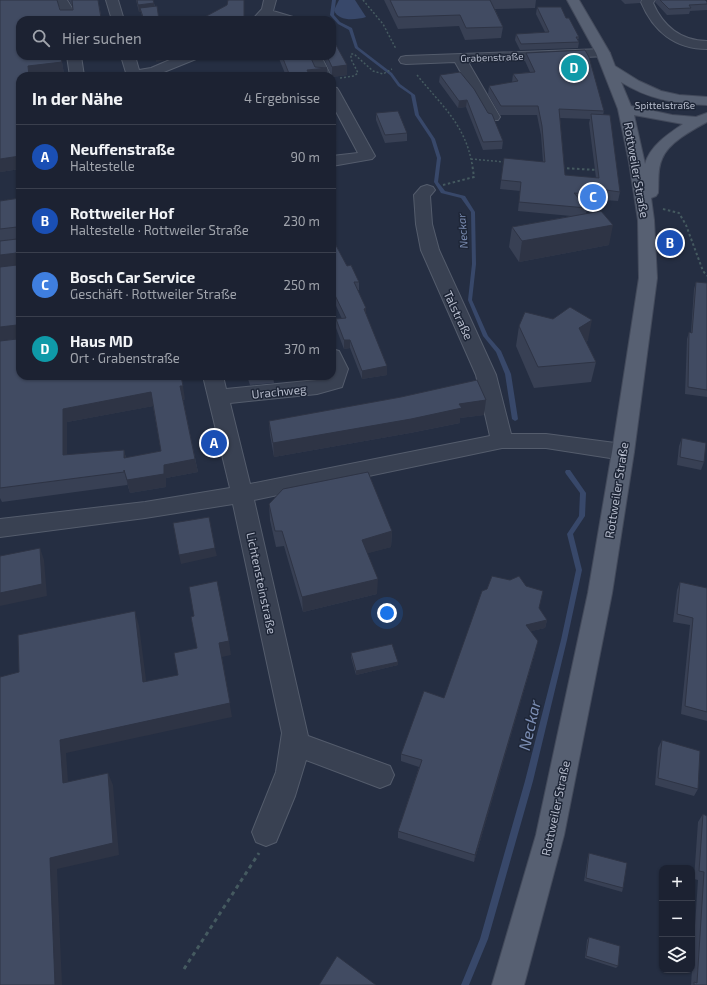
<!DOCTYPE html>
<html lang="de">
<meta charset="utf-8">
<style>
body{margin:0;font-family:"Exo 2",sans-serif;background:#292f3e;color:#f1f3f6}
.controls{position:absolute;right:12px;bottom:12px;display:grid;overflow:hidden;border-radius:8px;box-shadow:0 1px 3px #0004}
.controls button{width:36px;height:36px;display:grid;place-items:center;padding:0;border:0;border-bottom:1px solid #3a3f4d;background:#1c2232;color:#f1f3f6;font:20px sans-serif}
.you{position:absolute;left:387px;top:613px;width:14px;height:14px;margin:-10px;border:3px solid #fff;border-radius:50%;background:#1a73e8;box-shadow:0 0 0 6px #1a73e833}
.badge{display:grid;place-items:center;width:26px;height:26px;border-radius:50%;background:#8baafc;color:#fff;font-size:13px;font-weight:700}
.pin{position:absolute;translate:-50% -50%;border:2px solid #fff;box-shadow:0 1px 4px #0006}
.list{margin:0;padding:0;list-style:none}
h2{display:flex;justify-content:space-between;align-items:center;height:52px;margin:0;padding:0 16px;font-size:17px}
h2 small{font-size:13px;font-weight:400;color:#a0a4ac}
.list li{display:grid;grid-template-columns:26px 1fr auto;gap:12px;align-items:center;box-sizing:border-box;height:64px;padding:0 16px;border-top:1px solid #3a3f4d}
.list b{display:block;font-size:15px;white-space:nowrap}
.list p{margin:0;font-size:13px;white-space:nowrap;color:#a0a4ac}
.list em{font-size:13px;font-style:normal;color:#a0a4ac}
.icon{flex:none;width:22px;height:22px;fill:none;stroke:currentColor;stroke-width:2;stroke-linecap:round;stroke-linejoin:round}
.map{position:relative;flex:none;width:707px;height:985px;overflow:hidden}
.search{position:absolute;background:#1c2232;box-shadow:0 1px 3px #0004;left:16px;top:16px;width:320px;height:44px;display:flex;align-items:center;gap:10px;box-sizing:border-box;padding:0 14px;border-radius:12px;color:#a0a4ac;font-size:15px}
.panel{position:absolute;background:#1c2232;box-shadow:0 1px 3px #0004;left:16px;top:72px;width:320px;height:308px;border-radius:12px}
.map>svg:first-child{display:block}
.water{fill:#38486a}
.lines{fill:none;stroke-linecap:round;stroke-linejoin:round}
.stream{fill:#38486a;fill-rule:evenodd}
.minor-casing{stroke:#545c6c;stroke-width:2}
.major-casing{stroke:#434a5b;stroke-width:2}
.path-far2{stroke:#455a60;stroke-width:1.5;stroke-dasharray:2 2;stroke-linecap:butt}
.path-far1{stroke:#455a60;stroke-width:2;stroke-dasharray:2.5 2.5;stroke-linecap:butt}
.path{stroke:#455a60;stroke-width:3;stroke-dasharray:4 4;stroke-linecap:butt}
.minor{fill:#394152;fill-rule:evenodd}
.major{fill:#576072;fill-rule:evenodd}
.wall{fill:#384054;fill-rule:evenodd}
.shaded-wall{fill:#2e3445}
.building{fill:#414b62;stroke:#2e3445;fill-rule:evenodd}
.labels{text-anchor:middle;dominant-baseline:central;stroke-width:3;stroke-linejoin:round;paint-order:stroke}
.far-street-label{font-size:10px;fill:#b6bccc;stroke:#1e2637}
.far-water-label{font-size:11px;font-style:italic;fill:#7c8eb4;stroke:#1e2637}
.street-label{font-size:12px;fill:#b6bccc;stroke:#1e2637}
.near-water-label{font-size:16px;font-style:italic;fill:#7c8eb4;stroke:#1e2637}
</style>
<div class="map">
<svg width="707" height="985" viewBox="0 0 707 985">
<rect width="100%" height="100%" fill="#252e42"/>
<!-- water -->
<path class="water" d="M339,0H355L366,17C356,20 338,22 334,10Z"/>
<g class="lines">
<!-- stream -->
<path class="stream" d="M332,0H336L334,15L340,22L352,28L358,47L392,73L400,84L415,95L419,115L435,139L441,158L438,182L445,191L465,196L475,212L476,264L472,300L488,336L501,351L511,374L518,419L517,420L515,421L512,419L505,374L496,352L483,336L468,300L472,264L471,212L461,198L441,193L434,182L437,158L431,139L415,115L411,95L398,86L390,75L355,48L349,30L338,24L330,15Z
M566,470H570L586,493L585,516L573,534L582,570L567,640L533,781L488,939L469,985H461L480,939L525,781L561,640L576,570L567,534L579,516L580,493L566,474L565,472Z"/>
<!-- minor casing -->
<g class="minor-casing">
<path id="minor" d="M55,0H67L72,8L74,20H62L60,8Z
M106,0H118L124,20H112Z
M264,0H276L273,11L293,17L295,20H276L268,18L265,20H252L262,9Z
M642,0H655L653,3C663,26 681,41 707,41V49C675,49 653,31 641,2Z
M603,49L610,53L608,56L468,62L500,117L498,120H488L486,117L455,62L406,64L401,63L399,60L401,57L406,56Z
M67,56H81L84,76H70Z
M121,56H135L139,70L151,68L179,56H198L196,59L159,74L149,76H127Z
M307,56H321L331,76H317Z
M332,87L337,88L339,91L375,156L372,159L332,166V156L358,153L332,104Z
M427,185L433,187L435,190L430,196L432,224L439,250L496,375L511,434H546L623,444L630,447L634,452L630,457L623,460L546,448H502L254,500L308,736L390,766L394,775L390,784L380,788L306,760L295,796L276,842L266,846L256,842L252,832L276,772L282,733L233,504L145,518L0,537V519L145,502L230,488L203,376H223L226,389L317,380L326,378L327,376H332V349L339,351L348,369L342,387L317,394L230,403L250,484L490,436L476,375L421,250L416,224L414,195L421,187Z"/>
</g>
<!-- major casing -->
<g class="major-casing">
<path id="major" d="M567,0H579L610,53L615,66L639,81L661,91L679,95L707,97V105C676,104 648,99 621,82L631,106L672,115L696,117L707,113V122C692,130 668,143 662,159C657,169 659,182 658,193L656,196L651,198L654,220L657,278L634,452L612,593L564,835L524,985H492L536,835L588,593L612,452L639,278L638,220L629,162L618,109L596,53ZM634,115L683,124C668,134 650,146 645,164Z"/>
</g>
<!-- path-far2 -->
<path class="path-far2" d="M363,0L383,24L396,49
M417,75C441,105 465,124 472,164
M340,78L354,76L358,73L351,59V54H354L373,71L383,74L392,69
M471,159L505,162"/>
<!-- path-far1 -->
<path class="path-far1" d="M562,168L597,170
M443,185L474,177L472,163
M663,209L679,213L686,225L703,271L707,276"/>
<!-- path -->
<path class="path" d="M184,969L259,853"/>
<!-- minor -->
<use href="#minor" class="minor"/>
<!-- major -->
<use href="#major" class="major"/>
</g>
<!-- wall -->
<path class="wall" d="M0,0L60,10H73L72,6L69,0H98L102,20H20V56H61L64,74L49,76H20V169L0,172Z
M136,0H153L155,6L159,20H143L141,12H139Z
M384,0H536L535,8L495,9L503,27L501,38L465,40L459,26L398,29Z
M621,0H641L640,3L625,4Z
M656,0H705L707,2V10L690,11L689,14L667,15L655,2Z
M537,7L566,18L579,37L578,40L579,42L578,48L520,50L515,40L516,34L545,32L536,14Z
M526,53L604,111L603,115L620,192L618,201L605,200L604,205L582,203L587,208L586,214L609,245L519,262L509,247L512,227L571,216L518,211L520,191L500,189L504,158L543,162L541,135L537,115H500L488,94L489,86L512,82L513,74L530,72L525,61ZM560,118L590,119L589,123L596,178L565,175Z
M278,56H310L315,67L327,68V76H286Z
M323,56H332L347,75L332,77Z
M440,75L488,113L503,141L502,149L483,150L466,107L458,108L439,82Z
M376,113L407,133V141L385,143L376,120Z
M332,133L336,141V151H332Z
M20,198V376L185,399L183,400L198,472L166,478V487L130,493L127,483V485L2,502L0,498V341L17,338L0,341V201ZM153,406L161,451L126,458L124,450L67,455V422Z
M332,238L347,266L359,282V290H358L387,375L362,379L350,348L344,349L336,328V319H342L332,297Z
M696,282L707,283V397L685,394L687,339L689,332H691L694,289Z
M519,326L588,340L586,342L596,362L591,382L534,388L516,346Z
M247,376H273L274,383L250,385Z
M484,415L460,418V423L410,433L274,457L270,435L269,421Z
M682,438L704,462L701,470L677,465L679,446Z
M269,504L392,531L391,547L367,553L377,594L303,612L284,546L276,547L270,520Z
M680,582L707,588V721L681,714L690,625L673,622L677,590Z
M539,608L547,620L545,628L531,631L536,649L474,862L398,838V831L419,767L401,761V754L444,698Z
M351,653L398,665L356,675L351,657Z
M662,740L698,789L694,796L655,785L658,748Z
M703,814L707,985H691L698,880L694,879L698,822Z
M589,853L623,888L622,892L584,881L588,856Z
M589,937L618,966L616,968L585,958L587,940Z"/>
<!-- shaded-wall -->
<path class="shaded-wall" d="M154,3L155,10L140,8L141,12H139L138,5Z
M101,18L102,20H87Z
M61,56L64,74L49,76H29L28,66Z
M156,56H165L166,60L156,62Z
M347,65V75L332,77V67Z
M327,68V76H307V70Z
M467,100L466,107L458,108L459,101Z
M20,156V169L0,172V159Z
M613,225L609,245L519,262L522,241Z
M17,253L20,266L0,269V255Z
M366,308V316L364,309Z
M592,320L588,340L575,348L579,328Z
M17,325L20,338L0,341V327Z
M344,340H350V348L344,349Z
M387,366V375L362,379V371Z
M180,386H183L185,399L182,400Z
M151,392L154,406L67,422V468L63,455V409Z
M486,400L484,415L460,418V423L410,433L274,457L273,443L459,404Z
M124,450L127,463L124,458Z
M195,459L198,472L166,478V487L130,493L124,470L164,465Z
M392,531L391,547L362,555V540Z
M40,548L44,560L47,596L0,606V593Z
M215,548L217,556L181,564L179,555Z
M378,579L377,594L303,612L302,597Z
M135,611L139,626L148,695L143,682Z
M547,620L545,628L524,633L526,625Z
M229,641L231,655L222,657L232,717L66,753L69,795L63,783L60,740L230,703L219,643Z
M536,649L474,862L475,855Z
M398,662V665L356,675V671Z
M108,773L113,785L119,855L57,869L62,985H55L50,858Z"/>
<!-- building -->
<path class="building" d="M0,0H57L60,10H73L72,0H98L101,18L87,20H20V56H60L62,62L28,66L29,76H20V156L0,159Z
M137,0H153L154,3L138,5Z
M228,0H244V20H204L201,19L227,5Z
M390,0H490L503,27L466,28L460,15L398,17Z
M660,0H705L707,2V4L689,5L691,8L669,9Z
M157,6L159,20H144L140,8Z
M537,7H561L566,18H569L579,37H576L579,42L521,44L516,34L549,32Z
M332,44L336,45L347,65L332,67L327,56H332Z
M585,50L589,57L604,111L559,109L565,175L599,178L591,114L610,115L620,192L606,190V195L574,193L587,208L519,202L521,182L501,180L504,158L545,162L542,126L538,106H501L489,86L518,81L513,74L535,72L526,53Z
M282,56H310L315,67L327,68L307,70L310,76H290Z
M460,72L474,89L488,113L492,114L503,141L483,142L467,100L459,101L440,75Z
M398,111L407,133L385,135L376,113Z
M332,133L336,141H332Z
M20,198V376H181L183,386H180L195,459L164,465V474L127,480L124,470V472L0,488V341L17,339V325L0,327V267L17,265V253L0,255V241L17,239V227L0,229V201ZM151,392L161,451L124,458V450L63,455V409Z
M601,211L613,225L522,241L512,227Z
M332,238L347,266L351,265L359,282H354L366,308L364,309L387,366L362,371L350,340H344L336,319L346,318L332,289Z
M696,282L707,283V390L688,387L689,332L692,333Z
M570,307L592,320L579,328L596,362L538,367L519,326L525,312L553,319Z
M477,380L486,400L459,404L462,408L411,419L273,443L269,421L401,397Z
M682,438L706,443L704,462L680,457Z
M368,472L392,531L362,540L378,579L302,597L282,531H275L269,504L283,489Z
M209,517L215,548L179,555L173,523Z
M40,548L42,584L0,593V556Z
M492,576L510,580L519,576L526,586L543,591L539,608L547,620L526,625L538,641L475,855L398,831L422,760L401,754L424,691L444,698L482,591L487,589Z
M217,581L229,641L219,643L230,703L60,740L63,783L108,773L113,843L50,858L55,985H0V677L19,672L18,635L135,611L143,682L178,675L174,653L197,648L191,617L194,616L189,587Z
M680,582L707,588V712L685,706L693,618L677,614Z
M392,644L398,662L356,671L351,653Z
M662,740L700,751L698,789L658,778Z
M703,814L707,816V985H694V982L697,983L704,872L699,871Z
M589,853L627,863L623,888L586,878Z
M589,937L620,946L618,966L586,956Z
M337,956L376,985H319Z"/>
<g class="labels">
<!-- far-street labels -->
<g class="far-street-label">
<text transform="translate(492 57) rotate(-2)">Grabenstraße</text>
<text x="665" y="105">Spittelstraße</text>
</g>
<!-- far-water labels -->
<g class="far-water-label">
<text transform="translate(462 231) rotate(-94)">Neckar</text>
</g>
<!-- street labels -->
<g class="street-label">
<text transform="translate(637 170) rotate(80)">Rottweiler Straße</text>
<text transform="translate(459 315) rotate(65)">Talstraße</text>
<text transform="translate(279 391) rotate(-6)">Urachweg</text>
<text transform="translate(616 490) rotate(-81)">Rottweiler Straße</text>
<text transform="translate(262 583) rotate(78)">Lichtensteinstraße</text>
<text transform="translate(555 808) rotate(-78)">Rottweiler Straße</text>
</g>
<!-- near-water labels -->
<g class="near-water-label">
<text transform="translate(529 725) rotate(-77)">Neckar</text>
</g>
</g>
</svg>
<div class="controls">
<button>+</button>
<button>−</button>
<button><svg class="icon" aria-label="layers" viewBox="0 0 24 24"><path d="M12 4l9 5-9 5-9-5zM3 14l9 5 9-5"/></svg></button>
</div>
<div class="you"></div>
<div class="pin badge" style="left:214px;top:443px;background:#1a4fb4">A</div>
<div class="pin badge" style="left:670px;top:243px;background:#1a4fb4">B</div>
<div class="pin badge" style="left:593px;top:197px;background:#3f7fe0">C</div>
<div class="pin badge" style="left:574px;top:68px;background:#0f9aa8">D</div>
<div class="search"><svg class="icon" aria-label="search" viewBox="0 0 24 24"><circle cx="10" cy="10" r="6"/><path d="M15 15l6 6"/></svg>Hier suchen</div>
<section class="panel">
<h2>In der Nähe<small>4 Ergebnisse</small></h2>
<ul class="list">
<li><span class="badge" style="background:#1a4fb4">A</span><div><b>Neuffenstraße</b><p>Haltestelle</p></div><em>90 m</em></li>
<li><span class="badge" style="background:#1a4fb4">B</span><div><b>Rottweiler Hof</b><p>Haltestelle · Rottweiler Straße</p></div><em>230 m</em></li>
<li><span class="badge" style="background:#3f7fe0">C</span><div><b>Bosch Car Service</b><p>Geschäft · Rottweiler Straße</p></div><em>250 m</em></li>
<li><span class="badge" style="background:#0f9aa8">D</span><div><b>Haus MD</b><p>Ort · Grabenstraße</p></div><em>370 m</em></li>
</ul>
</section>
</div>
==*==
### Task to carry out
Find the string "list" in the data. Report each line it appears in.

### Answer space
.list{margin:0;padding:0;list-style:none}
.list li{display:grid;grid-template-columns:26px 1fr auto;gap:12px;align-items:center;box-sizing:border-box;height:64px;padding:0 16px;border-top:1px solid #3a3f4d}
.list b{display:block;font-size:15px;white-space:nowrap}
.list p{margin:0;font-size:13px;white-space:nowrap;color:#a0a4ac}
.list em{font-size:13px;font-style:normal;color:#a0a4ac}
<ul class="list">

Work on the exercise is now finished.